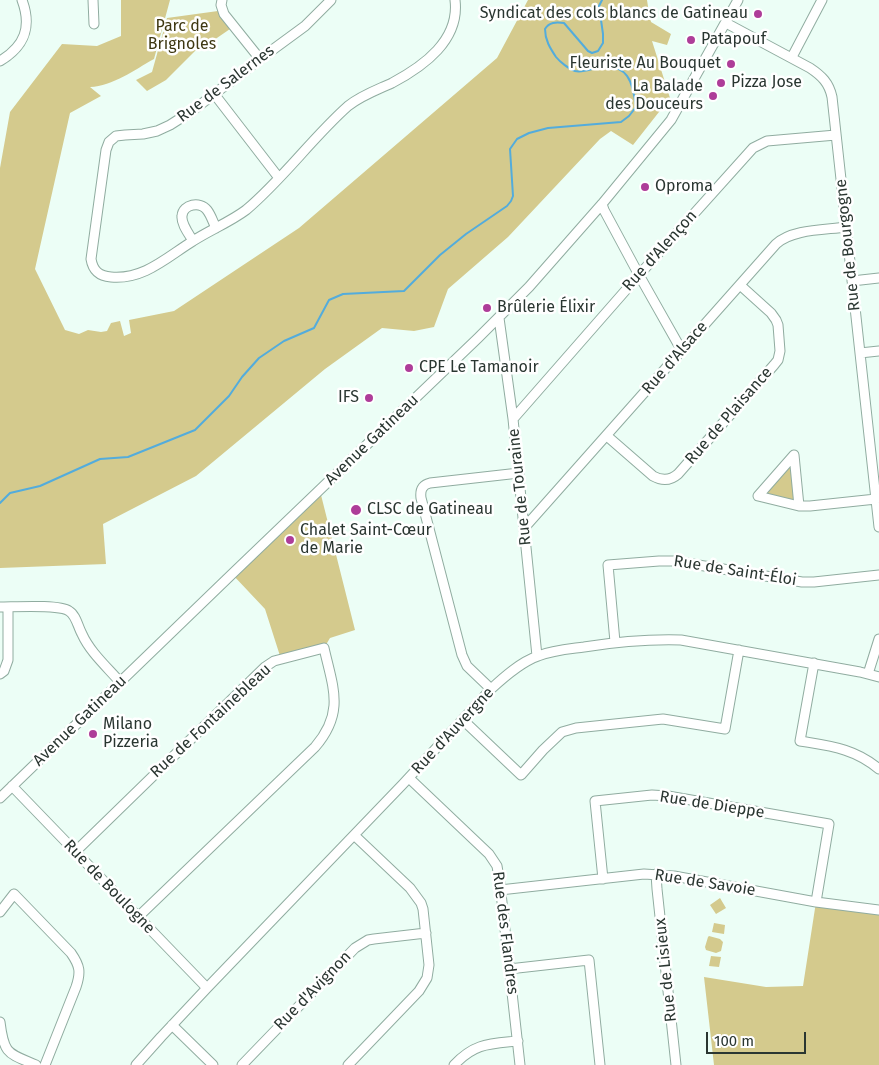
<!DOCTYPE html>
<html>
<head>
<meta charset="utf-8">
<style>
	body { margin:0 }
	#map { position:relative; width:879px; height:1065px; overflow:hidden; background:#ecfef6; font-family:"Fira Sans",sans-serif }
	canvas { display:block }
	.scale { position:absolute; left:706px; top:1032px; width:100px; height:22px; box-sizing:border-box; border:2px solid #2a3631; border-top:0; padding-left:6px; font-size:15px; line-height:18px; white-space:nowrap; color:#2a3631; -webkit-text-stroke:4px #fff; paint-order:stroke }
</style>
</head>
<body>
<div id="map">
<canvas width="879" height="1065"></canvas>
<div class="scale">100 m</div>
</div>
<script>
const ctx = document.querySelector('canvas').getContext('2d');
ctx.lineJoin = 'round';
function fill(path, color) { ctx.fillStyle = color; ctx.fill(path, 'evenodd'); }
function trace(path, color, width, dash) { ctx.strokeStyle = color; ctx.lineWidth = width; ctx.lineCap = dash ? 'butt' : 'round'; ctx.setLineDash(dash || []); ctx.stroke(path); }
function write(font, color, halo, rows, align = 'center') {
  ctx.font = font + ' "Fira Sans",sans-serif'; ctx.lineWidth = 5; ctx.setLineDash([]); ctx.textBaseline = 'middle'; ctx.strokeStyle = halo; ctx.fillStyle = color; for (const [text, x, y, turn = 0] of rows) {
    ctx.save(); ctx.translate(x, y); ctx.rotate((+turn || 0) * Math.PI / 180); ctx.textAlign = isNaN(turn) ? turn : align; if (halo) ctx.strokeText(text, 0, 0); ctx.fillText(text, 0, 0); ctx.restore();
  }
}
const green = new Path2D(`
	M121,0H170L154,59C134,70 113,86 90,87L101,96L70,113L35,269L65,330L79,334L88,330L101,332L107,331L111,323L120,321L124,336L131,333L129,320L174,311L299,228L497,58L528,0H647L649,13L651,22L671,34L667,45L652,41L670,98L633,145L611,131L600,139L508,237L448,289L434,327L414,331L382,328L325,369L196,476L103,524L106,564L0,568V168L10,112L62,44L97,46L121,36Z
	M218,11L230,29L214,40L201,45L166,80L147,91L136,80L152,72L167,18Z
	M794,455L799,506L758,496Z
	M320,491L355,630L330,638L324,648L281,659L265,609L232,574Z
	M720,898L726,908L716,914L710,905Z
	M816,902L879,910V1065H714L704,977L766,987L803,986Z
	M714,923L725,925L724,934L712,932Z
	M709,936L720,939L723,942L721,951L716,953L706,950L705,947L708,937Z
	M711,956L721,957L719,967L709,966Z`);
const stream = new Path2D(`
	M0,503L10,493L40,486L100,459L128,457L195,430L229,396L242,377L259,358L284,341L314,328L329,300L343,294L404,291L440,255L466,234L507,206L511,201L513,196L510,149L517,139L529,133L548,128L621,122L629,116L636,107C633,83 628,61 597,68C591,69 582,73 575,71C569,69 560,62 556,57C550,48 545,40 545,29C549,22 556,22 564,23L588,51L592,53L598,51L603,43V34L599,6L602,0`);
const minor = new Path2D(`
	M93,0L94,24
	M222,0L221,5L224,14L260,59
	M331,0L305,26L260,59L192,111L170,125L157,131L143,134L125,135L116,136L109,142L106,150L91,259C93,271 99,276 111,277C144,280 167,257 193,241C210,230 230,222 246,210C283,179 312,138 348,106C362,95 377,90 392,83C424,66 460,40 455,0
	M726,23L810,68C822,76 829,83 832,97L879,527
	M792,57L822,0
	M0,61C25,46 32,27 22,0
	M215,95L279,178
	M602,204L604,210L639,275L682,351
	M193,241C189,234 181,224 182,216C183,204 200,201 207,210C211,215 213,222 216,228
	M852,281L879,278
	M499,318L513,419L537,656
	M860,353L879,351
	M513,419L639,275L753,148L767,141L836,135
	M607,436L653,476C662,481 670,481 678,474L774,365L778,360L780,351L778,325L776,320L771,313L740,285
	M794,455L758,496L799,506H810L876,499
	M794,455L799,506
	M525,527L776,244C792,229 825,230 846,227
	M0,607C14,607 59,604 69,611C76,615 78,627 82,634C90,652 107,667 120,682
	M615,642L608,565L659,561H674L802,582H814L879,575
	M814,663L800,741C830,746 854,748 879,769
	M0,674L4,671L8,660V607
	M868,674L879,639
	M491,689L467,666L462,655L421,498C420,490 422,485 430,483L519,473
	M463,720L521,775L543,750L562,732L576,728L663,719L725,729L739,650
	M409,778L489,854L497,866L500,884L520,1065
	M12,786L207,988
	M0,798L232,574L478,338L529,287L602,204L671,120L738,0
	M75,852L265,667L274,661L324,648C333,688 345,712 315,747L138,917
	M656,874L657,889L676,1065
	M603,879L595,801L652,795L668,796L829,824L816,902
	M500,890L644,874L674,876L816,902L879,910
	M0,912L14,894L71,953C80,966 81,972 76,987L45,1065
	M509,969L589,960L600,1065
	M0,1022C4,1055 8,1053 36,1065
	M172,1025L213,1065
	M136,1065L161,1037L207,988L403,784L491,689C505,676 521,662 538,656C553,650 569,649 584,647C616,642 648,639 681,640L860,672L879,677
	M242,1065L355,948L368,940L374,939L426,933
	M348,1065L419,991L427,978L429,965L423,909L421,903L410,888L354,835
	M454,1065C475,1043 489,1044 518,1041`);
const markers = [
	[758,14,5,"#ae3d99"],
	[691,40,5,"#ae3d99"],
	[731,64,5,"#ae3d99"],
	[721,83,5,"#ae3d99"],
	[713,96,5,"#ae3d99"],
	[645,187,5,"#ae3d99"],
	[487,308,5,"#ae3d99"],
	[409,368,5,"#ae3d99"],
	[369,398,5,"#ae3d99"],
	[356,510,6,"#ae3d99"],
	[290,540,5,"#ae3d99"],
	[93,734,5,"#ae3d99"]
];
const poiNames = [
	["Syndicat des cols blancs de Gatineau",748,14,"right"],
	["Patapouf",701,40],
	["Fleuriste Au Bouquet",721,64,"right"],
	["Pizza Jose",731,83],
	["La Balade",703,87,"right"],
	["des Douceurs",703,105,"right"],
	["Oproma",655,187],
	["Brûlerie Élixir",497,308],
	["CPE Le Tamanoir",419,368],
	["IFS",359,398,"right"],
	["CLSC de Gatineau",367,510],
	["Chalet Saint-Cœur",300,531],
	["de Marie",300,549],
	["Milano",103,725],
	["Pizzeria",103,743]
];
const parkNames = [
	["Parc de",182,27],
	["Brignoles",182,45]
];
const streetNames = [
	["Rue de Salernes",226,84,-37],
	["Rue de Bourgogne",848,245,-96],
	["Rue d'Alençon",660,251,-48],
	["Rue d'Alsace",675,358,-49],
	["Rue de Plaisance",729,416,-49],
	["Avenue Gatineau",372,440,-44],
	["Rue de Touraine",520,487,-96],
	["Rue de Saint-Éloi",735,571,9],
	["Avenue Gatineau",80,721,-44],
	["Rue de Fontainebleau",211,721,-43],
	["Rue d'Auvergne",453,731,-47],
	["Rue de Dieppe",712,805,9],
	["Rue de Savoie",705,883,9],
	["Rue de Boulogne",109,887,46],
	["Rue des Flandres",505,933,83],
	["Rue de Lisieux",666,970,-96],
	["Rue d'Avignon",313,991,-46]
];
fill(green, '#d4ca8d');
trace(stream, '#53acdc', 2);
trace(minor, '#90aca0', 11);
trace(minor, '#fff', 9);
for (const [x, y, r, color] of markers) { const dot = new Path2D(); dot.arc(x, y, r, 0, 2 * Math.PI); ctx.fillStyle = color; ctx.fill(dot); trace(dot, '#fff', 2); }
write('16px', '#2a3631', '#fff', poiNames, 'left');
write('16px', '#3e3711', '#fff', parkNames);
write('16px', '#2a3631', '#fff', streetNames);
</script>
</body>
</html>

### Aim of the task:
Filter the entries above down to the lines that hold the word "rows", and copy those lines.

### Output:
function write(font, color, halo, rows, align = 'center') {
  ctx.font = font + ' "Fira Sans",sans-serif'; ctx.lineWidth = 5; ctx.setLineDash([]); ctx.textBaseline = 'middle'; ctx.strokeStyle = halo; ctx.fillStyle = color; for (const [text, x, y, turn = 0] of rows) {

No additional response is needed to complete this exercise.